Your answer should be only the lines below from the one with "translate:-50% -50%; white-space:nowrap;" to the one with "display:flex; align-items:center; gap:10px;", repeated exactly, ends included.

Saved entries:

◆ ◆ ◆ ◆

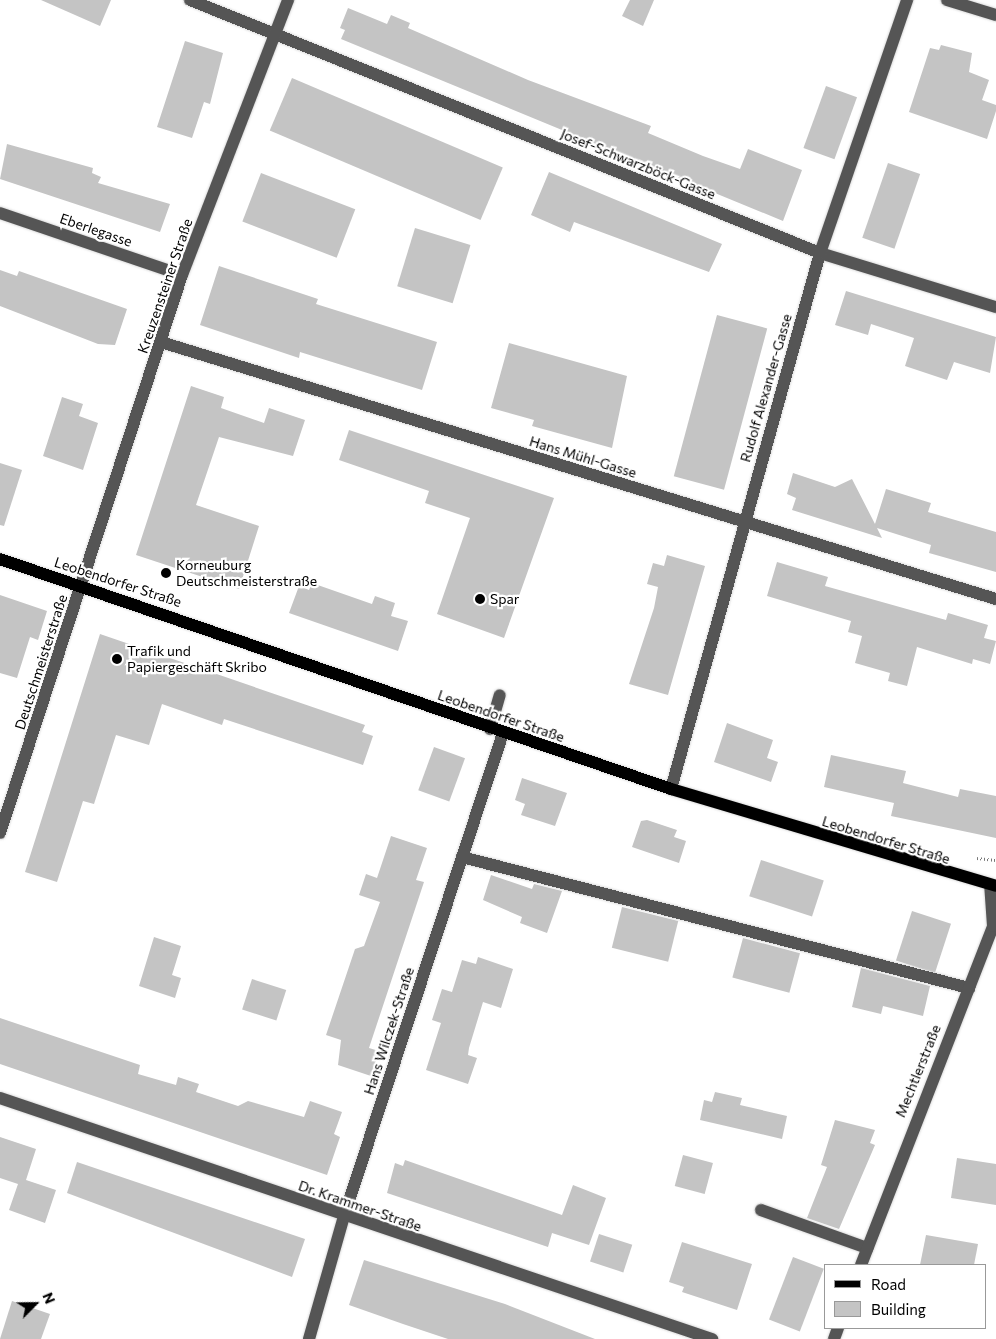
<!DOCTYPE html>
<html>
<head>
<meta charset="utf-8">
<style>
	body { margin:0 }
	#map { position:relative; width:996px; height:1339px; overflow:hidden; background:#fff; font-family:Commissioner,sans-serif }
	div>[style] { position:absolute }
	.building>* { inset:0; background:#c4c4c4; transform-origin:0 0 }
	.path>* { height:3px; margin-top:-1.5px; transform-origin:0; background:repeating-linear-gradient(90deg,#777 0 1px,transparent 0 3.5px) }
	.roads { filter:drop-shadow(0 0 1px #dbdbdb) drop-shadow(0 0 1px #dbdbdb) }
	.minor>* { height:12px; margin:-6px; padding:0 6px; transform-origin:6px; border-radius:6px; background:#555 }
	.major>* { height:12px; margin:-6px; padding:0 6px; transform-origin:6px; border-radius:6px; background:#000 }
	.dots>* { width:14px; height:14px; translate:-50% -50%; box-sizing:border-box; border:2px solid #fff; border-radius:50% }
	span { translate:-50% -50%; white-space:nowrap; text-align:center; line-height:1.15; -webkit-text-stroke:4.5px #fff; paint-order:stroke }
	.street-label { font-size:14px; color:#000 }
	.poi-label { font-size:14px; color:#000 }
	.left { translate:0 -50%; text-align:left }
	.legend { position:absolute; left:824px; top:1264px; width:162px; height:65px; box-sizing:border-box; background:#fff; border:1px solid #999; margin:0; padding:6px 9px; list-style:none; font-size:15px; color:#000 }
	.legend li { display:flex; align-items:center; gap:10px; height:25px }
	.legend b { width:25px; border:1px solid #999 }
	.north { position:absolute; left:10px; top:1279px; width:50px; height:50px; -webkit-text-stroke:4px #fff; paint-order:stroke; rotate:67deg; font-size:14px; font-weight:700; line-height:20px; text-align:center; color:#000 }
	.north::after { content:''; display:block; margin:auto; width:18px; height:22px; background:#000; clip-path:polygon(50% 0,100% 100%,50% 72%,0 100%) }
</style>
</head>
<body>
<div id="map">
	<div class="building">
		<div style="clip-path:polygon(41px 0,111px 0,100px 26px)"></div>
		<div style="clip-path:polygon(630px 0,654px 0,643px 26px,622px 16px)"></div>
		<div style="clip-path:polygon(348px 8px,387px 24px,391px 15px,410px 23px,408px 28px,528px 80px,651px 126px,648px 133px,703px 156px,740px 169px,748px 149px,802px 170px,783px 221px,341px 39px,345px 30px,340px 28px)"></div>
		<div style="clip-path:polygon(185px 41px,223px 53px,210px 104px,204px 102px,192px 138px,157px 127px)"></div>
		<div style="clip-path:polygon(941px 45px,972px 53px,969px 72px,989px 80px,982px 100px,996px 105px,996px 111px,987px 139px,909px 112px,930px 48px,939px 50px)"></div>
		<div style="left:292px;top:78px;width:229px;height:57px;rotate:23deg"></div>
		<div style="left:826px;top:86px;width:33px;height:66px;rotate:20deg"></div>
		<div style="clip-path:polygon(7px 144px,93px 168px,92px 173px,101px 177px,98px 183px,170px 204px,160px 232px,0 179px)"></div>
		<div style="left:888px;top:163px;width:34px;height:79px;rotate:19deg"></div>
		<div style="clip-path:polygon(549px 172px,722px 244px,709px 272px,574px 222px,570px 232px,531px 215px)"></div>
		<div style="left:261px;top:173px;width:101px;height:52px;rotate:21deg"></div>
		<div style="left:415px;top:228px;width:58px;height:61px;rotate:17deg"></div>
		<div style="clip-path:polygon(219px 266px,318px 299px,316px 304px,437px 342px,422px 390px,300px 352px,299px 358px,200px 325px)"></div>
		<div style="clip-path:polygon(0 270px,17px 276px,19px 271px,127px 309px,115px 345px,98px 344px,0 306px)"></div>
		<div style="clip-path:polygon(846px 291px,996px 337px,990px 373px,954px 362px,947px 380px,905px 366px,914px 338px,871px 324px,868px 335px,835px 325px)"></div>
		<div style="left:717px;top:315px;width:52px;height:167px;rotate:15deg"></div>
		<div style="clip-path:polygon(509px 343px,627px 376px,612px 448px,532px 426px,534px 420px,491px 408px)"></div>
		<div style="clip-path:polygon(191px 386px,224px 397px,221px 408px,264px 423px,269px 408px,305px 420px,293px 456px,219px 437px,196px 505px,259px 526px,239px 589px,136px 555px)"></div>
		<div style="clip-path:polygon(62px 397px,83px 404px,79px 416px,98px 423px,83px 470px,43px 456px)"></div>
		<div style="clip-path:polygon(349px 430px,554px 498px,504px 638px,437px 614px,470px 518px,425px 503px,429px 491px,339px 460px)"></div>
		<div style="clip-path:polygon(0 463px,22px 470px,4px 526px,0 525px)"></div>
		<div style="clip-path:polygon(793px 473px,835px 487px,852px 479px,875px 524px,886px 489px,931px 503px,928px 512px,996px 532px,996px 572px,929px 553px,931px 545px,877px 528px,882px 538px,792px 510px,796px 498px,787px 494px)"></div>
		<div style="clip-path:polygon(667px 555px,705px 566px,668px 695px,629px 684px,654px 608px,658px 587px,647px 584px,653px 563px,664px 566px)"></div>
		<div style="clip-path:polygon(777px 562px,828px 577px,825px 586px,946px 620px,948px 613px,988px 625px,984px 638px,996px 641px,990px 664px,973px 659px,972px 664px,917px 647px,907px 686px,888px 681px,890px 673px,855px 663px,862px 636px,848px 632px,851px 621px,767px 596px)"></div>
		<div style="clip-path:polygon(312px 583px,372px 604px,375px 596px,395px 603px,391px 616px,408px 621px,398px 651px,289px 613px,299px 586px,309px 590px)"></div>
		<div style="clip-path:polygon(0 595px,47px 611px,38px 640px,30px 637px,17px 678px,0 673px)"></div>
		<div style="clip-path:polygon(100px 634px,365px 725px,362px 732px,373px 736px,363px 765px,224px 719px,222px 725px,162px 704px,149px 745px,116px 735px,94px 804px,83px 801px,57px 882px,25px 872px)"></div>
		<div style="clip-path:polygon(727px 723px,773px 740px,767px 758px,778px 762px,771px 782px,714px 762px)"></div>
		<div style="left:434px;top:747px;width:33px;height:46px;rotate:20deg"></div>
		<div style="clip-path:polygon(831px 755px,906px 771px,903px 783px,958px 797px,960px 789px,996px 796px,996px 838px,891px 816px,894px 803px,824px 787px)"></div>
		<div style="clip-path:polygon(522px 778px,567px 793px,555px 826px,521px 815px,525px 804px,515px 800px)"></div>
		<div style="clip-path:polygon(647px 820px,677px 830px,674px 837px,686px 841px,679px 863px,632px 847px,641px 821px)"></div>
		<div style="clip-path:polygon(391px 836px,427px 848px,416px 880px,424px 882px,369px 1048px,379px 1051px,371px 1076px,338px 1065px,341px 1040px,326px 1035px,355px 949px,364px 946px,380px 902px,359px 895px,366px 874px,377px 878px)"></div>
		<div style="left:761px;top:860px;width:66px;height:38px;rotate:18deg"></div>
		<div style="clip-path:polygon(491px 875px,532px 889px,534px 884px,562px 891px,547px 933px,520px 923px,522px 917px,483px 900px)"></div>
		<div style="left:622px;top:907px;width:58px;height:42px;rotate:14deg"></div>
		<div style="left:912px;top:911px;width:41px;height:52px;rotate:18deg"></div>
		<div style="clip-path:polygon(154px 937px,181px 946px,172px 975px,181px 978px,175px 998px,139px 986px)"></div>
		<div style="left:743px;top:938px;width:59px;height:41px;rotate:15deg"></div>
		<div style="clip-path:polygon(478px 957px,513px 969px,501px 1008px,483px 1002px,469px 1048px,468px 1055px,477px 1058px,468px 1084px,426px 1070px,441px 1023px,432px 1020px,442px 989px,452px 992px,462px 960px,476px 964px)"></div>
		<div style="clip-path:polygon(861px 968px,930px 986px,923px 1016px,883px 1006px,881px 1014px,852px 1007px)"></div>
		<div style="left:252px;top:979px;width:36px;height:32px;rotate:18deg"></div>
		<div style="clip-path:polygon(0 1018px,140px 1065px,138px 1074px,176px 1085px,178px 1077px,199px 1084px,196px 1092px,238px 1106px,248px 1101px,304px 1117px,310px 1101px,342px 1112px,334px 1134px,340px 1137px,327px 1175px,0 1064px)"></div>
		<div style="clip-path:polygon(715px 1092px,742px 1098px,740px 1105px,787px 1116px,782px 1139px,700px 1120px,704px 1100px,712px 1102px)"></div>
		<div style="clip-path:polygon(835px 1120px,875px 1130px,870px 1143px,875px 1145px,839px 1229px,807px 1218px,827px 1167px,821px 1165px)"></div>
		<div style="clip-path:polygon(0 1137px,36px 1149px,26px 1180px,56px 1190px,45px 1223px,9px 1210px,18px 1184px,0 1178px)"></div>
		<div style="left:683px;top:1155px;width:31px;height:32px;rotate:15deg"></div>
		<div style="clip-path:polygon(957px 1158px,996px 1164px,996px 1205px,951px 1198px)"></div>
		<div style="clip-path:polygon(405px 1160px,562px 1215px,573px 1185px,606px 1198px,589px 1245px,552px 1233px,548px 1247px,387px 1193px,395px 1163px,403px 1166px)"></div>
		<div style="clip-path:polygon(77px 1162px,305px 1239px,292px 1277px,67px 1193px)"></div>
		<div style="left:599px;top:1234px;width:35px;height:29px;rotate:18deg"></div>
		<div style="clip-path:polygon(926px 1235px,978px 1244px,974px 1265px,920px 1265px)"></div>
		<div style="clip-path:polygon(682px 1242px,752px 1264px,737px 1310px,682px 1292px,684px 1287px,669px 1282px)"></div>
		<div style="left:793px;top:1257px;width:33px;height:67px;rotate:21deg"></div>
		<div style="clip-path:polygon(364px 1260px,505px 1304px,595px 1339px,448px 1339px,403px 1324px,349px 1305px)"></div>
		<div style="clip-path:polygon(12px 1301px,50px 1314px,41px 1339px,0 1339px)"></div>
	</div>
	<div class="path">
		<div style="left:977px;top:858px;width:19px;rotate:6deg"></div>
	</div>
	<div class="roads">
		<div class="minor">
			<div style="left:190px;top:0;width:679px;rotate:21.88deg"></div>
			<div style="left:820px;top:253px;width:184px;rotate:17.1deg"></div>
			<div style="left:947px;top:0;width:51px;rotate:17deg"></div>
			<div style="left:0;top:213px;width:192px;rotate:18.8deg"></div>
			<div style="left:161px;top:342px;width:874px;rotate:17.11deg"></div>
			<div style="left:490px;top:729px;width:35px;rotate:-74deg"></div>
			<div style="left:671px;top:789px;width:556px;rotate:-74.46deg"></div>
			<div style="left:820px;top:253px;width:268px;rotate:-71deg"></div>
			<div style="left:0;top:833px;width:587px;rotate:-71.94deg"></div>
			<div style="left:182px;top:275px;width:295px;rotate:-68.9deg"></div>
			<div style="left:462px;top:857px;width:524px;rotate:14.49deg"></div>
			<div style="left:0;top:1098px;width:752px;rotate:18.7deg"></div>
			<div style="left:761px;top:1210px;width:113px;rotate:19.7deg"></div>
			<div style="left:861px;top:1265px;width:364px;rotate:-68.7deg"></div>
			<div style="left:993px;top:926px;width:39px;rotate:-94deg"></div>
			<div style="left:309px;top:1339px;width:128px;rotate:-74.1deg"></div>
			<div style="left:344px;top:1216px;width:508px;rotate:-71.78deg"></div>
			<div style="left:834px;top:1339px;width:12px;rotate:-70deg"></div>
		</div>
		<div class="major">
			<div style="left:0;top:559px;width:709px;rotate:18.92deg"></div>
			<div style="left:671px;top:789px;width:339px;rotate:16.6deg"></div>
		</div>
	</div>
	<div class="dots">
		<div style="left:166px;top:573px;background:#000"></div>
		<div style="left:480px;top:599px;background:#000"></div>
		<div style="left:117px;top:659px;background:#000"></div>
	</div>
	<div class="street-label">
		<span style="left:638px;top:164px;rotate:22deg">Josef-Schwarzböck-Gasse</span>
		<span style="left:96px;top:230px;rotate:19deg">Eberlegasse</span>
		<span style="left:165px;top:286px;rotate:-71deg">Kreuzensteiner Straße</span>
		<span style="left:766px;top:388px;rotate:-74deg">Rudolf Alexander-Gasse</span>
		<span style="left:583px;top:457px;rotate:17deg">Hans Mühl-Gasse</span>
		<span style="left:118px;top:582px;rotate:18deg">Leobendorfer Straße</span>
		<span style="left:41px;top:662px;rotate:-72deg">Deutschmeisterstraße</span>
		<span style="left:501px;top:716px;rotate:19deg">Leobendorfer Straße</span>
		<span style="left:886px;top:840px;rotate:17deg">Leobendorfer Straße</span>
		<span style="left:389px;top:1031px;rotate:-72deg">Hans Wilczek-Straße</span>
		<span style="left:918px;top:1071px;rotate:-68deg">Mechtlerstraße</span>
		<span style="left:360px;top:1206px;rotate:19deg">Dr. Krammer-Straße</span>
	</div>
	<div class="poi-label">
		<span class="left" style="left:176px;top:573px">Korneuburg<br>Deutschmeisterstraße</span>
		<span class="left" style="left:490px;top:599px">Spar</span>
		<span class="left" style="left:127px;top:659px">Trafik und<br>Papiergeschäft Skribo</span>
	</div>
	<ul class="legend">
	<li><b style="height:6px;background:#000"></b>Road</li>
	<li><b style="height:14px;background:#c4c4c4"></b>Building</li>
	</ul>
	<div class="north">N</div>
</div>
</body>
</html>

◆ ◆ ◆ ◆

WRITTEN SOLUTION:
	span { translate:-50% -50%; white-space:nowrap; text-align:center; line-height:1.15; -webkit-text-stroke:4.5px #fff; paint-order:stroke }
	.street-label { font-size:14px; color:#000 }
	.poi-label { font-size:14px; color:#000 }
	.left { translate:0 -50%; text-align:left }
	.legend { position:absolute; left:824px; top:1264px; width:162px; height:65px; box-sizing:border-box; background:#fff; border:1px solid #999; margin:0; padding:6px 9px; list-style:none; font-size:15px; color:#000 }
	.legend li { display:flex; align-items:center; gap:10px; height:25px }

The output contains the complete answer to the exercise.